Available records Start Marker

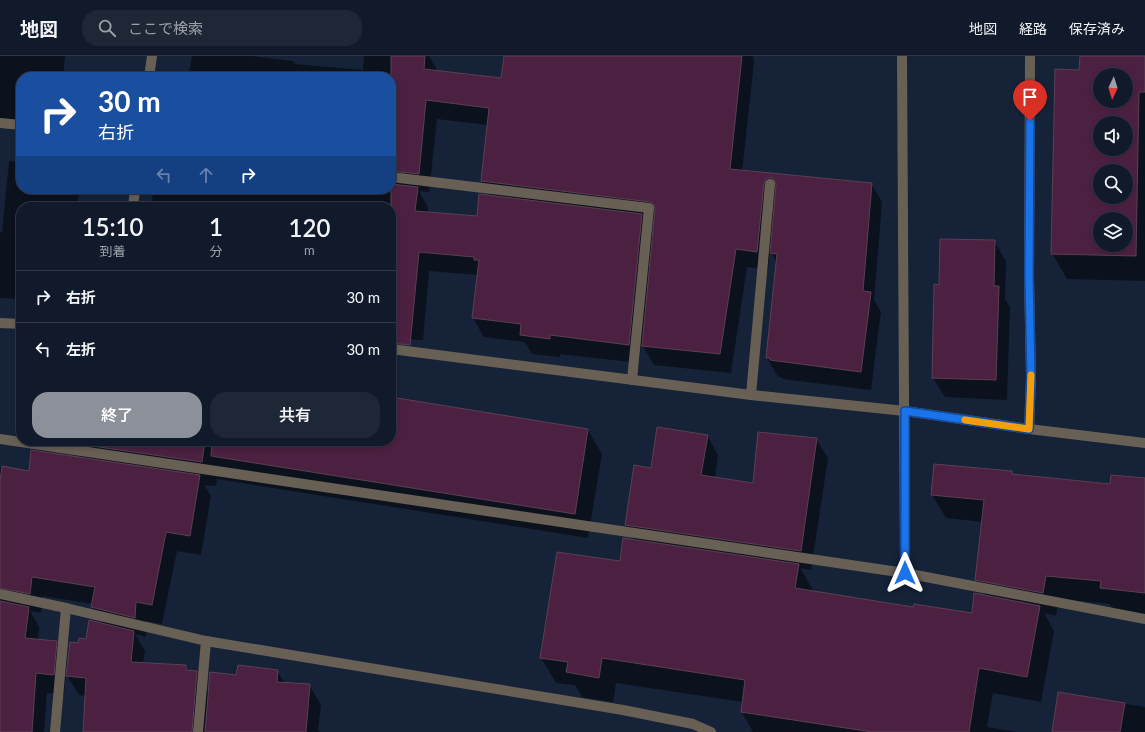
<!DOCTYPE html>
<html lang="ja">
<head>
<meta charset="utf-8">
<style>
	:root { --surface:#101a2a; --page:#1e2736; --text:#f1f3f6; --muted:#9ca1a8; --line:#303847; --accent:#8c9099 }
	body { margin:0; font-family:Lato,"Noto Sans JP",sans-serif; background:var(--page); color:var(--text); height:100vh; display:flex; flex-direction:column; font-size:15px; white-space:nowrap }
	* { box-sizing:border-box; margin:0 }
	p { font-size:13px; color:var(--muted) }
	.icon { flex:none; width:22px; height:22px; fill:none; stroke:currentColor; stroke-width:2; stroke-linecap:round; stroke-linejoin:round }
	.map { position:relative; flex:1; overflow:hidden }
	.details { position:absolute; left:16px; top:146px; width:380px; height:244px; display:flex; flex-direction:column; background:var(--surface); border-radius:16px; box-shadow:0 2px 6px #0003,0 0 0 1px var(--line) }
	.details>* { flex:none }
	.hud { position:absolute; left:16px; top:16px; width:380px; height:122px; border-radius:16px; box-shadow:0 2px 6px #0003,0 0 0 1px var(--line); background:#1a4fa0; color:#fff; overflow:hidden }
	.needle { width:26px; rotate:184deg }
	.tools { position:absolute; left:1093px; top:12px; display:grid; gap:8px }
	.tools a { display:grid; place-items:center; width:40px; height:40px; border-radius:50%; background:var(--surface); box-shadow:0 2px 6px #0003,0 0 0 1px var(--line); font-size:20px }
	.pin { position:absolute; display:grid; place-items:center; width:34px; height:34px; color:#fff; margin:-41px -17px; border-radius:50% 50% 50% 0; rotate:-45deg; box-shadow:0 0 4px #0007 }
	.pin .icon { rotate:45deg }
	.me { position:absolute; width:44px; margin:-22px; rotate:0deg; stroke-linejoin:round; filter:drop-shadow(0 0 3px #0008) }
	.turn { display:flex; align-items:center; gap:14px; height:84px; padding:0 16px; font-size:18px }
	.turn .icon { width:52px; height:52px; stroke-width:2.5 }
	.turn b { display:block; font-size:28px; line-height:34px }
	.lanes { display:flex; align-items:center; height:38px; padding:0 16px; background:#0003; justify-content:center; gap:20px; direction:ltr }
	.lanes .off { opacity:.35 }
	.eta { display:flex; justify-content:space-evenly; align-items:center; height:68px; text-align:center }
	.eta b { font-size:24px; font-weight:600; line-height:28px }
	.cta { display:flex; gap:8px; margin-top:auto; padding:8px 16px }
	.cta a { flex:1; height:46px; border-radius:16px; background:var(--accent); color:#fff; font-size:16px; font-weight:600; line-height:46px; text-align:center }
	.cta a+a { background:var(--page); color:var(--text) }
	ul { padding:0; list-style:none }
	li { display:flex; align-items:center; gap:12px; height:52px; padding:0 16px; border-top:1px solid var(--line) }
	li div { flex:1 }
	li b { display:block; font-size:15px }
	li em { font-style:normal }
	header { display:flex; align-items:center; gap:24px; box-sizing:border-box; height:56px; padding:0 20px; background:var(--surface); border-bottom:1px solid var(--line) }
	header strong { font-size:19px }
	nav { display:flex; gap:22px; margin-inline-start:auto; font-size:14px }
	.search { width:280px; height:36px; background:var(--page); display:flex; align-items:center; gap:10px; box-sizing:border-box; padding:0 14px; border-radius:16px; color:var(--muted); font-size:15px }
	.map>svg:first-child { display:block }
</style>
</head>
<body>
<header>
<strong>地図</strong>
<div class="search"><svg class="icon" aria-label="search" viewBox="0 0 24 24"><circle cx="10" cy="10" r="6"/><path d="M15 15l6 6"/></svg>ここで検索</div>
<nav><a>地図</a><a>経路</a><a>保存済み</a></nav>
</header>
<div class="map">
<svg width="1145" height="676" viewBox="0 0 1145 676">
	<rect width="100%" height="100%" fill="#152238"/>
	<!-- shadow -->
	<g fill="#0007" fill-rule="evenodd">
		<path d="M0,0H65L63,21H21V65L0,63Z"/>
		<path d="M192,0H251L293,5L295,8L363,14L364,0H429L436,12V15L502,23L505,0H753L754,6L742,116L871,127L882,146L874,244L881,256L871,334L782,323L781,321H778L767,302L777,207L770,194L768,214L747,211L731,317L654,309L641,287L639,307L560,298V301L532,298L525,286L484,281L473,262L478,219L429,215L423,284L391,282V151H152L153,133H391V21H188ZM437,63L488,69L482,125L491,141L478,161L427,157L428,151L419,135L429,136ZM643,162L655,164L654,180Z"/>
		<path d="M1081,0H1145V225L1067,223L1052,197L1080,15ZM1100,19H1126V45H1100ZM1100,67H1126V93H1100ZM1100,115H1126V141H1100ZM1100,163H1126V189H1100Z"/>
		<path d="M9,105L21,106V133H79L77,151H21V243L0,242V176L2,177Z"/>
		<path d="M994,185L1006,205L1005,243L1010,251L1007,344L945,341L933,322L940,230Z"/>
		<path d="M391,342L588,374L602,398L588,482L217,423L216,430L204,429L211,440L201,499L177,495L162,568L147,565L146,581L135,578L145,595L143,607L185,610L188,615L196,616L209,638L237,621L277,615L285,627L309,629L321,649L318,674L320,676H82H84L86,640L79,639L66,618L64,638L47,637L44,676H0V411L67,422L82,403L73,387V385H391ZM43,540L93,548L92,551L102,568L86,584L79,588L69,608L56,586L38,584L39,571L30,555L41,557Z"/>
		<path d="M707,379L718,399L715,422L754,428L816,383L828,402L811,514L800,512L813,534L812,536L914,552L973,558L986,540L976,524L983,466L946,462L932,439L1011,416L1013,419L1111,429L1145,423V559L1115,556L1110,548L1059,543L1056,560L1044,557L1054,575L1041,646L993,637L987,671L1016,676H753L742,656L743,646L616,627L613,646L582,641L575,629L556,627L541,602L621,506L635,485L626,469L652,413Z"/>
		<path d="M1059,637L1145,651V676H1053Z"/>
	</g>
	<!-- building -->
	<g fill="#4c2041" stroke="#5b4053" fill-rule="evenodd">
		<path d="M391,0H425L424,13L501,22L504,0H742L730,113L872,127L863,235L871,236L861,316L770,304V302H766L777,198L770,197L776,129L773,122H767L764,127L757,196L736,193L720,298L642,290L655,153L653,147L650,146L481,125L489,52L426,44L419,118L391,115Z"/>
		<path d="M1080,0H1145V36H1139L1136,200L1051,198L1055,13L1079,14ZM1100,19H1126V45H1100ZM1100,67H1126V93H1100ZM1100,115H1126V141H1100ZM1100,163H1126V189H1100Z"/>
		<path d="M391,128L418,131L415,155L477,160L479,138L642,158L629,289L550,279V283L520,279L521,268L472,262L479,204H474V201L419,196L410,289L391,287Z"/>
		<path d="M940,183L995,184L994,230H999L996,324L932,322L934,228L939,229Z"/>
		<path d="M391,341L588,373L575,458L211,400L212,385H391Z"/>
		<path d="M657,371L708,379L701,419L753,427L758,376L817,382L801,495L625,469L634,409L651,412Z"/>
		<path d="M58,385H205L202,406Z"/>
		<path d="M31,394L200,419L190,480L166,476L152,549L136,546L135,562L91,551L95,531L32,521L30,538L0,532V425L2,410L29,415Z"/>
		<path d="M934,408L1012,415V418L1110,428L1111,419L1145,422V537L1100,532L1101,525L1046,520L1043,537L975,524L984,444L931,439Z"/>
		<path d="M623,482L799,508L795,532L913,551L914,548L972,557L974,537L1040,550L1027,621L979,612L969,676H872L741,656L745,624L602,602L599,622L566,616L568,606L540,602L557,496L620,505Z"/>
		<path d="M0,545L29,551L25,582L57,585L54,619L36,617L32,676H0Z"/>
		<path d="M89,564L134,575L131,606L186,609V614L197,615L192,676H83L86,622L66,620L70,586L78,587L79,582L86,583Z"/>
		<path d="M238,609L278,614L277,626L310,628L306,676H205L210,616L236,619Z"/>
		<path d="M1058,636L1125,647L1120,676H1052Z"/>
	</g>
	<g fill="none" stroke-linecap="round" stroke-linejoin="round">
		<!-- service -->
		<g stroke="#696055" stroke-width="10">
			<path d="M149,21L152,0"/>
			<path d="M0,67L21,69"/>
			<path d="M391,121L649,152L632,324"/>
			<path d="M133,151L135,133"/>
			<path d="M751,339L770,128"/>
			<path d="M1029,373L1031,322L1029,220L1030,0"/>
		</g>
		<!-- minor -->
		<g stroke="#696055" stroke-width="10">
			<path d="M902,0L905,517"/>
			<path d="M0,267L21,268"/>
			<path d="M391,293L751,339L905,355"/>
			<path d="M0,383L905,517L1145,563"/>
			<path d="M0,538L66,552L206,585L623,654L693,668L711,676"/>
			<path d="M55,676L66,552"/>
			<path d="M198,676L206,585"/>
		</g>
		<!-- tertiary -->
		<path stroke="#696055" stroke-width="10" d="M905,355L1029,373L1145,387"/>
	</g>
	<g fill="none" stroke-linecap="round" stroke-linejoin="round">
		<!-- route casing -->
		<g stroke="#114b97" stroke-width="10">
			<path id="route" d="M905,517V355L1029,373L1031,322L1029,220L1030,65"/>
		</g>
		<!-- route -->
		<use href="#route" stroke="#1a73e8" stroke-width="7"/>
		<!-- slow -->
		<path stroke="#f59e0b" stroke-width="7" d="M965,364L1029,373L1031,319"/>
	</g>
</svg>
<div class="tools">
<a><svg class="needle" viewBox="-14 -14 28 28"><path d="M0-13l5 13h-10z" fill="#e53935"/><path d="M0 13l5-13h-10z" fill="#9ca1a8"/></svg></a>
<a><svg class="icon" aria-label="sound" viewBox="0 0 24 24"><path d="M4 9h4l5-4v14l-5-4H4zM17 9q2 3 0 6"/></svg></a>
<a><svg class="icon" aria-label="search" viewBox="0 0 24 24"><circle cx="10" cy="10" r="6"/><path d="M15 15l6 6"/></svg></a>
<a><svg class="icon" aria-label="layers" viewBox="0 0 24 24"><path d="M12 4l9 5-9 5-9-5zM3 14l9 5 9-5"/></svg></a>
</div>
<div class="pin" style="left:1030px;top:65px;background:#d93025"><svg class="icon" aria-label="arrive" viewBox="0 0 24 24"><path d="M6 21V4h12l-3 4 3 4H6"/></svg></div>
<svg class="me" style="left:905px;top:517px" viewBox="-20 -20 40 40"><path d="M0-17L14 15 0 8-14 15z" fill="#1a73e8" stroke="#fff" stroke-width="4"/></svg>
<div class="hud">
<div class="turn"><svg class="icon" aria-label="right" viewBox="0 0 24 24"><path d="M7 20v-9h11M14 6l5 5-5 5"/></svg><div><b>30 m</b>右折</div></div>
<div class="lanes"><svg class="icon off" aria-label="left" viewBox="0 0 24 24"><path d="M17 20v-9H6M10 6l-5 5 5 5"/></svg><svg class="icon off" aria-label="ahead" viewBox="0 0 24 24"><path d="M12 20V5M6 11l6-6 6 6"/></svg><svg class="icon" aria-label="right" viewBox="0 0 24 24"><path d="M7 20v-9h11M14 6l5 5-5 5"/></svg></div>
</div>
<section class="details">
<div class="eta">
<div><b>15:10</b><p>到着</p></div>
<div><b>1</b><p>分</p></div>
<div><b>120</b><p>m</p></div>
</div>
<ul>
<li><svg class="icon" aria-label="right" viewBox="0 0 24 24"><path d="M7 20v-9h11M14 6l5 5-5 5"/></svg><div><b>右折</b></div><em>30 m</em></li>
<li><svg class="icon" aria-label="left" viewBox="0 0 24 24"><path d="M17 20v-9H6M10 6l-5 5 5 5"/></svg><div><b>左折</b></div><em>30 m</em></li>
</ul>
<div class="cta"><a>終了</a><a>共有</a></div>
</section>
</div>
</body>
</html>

Available records End Marker
Available records Start Marker

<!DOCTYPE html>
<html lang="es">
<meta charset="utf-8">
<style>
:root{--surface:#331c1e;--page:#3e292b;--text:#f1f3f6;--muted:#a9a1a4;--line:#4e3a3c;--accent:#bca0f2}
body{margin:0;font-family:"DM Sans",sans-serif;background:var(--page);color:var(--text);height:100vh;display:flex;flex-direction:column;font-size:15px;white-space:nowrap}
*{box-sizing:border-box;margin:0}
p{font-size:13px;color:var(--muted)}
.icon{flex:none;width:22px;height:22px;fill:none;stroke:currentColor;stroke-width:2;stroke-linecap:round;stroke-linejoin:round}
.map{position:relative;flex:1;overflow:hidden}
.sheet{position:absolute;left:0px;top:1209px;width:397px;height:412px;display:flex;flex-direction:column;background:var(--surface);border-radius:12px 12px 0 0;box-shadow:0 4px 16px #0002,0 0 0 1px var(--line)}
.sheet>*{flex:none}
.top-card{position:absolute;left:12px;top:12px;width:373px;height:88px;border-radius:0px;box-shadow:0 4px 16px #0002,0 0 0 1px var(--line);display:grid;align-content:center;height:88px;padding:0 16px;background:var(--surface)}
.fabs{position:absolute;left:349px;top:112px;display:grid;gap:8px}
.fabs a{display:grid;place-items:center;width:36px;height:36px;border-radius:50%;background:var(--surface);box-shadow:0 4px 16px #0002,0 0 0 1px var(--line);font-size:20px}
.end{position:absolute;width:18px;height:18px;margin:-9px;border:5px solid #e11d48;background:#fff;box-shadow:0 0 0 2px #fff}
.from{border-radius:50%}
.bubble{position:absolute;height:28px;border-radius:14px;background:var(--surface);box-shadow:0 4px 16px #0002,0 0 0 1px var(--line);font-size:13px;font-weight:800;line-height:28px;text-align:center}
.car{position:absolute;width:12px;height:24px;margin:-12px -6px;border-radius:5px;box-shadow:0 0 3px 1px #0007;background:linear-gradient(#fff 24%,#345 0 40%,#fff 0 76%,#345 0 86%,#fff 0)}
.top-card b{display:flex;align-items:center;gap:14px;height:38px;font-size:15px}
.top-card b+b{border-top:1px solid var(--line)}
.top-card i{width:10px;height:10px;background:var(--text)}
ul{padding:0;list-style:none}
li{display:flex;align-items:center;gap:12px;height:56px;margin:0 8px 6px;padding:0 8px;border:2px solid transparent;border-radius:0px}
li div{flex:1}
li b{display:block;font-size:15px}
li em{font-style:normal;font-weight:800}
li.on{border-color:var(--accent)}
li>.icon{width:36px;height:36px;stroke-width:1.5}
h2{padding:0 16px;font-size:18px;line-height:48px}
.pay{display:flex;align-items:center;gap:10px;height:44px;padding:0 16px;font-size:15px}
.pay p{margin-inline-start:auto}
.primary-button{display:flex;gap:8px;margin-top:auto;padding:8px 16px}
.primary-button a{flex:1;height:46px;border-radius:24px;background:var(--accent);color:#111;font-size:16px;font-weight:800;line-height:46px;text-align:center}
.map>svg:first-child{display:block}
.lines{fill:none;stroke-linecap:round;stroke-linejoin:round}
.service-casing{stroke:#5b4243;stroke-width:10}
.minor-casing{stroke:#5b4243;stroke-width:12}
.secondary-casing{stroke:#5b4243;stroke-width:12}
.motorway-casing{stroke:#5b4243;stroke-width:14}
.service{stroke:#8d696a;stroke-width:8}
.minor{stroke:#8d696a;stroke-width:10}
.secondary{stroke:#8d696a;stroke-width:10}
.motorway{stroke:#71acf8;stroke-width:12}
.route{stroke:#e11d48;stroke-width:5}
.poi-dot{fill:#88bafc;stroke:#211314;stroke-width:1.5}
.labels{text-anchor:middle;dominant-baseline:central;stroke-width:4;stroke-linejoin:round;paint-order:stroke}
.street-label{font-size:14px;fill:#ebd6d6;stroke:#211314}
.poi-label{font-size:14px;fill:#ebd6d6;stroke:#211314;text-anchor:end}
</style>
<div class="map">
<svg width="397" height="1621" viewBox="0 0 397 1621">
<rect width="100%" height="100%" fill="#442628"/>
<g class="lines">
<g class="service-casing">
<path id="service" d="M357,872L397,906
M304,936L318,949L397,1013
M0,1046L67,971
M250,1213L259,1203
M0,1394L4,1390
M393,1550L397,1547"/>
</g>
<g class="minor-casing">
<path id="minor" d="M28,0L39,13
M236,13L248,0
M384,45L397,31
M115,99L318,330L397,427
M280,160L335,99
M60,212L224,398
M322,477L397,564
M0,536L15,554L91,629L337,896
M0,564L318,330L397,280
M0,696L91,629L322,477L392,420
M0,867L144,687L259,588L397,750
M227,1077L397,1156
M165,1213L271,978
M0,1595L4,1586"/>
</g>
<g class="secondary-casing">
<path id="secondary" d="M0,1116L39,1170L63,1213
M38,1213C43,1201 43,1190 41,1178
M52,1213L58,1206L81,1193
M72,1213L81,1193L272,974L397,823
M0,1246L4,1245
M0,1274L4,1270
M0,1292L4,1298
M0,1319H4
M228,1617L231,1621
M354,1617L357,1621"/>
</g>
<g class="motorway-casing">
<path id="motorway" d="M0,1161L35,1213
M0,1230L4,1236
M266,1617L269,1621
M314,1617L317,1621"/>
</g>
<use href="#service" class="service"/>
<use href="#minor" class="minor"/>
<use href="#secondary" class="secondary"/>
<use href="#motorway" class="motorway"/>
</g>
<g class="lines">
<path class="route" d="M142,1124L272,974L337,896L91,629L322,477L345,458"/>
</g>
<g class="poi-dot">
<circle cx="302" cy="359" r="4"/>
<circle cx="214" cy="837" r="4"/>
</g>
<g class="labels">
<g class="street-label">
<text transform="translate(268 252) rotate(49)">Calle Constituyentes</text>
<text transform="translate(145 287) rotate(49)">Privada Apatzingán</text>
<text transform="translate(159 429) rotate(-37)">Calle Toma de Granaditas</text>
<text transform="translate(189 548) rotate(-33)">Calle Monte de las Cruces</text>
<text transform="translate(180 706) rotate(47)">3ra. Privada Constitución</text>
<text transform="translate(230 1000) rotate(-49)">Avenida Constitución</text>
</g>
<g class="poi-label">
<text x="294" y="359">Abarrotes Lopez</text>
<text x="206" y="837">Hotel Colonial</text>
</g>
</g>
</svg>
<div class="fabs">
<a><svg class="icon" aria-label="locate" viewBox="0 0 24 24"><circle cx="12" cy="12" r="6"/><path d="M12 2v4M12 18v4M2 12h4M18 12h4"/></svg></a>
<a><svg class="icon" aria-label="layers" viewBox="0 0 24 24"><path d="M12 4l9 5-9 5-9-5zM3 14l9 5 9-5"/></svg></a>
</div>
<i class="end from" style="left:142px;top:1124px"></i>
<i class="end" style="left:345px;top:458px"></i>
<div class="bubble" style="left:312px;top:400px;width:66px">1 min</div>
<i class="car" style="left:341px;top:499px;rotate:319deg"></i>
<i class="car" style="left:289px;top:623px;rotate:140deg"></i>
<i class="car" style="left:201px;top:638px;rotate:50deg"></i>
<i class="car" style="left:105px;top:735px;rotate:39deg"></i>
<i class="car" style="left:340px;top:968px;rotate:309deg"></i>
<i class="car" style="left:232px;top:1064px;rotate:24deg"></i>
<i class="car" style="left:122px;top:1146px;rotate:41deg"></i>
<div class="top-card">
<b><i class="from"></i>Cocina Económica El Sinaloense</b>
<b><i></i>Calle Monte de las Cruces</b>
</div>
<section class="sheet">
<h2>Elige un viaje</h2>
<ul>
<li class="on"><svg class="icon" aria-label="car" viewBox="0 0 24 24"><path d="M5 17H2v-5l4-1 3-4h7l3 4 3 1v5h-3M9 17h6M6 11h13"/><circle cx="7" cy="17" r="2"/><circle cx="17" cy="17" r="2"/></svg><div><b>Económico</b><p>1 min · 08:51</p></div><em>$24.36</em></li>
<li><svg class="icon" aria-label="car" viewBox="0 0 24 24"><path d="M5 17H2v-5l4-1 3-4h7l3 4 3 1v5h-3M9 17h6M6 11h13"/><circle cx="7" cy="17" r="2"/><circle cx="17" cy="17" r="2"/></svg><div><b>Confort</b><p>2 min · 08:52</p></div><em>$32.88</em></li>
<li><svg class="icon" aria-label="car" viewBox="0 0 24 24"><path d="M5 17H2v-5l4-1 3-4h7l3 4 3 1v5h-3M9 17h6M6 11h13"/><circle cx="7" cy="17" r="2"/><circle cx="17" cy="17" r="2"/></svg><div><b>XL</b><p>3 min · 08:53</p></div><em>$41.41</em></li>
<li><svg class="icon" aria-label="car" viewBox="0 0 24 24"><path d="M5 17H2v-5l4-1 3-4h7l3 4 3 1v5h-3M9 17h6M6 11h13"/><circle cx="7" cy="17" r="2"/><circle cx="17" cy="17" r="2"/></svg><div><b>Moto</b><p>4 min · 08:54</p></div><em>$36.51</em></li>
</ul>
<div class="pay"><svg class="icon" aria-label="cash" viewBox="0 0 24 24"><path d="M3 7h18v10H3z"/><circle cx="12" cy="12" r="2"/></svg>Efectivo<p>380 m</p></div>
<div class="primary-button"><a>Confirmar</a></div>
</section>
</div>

Available records End Marker

● **Try it**
Each line of the entries above that includes the string "direction" should be copied out.

● **Reply to the exercise**
	body { margin:0; font-family:Lato,"Noto Sans JP",sans-serif; background:var(--page); color:var(--text); height:100vh; display:flex; flex-direction:column; font-size:15px; white-space:nowrap }
	.details { position:absolute; left:16px; top:146px; width:380px; height:244px; display:flex; flex-direction:column; background:var(--surface); border-radius:16px; box-shadow:0 2px 6px #0003,0 0 0 1px var(--line) }
	.lanes { display:flex; align-items:center; height:38px; padding:0 16px; background:#0003; justify-content:center; gap:20px; direction:ltr }
body{margin:0;font-family:"DM Sans",sans-serif;background:var(--page);color:var(--text);height:100vh;display:flex;flex-direction:column;font-size:15px;white-space:nowrap}
.sheet{position:absolute;left:0px;top:1209px;width:397px;height:412px;display:flex;flex-direction:column;background:var(--surface);border-radius:12px 12px 0 0;box-shadow:0 4px 16px #0002,0 0 0 1px var(--line)}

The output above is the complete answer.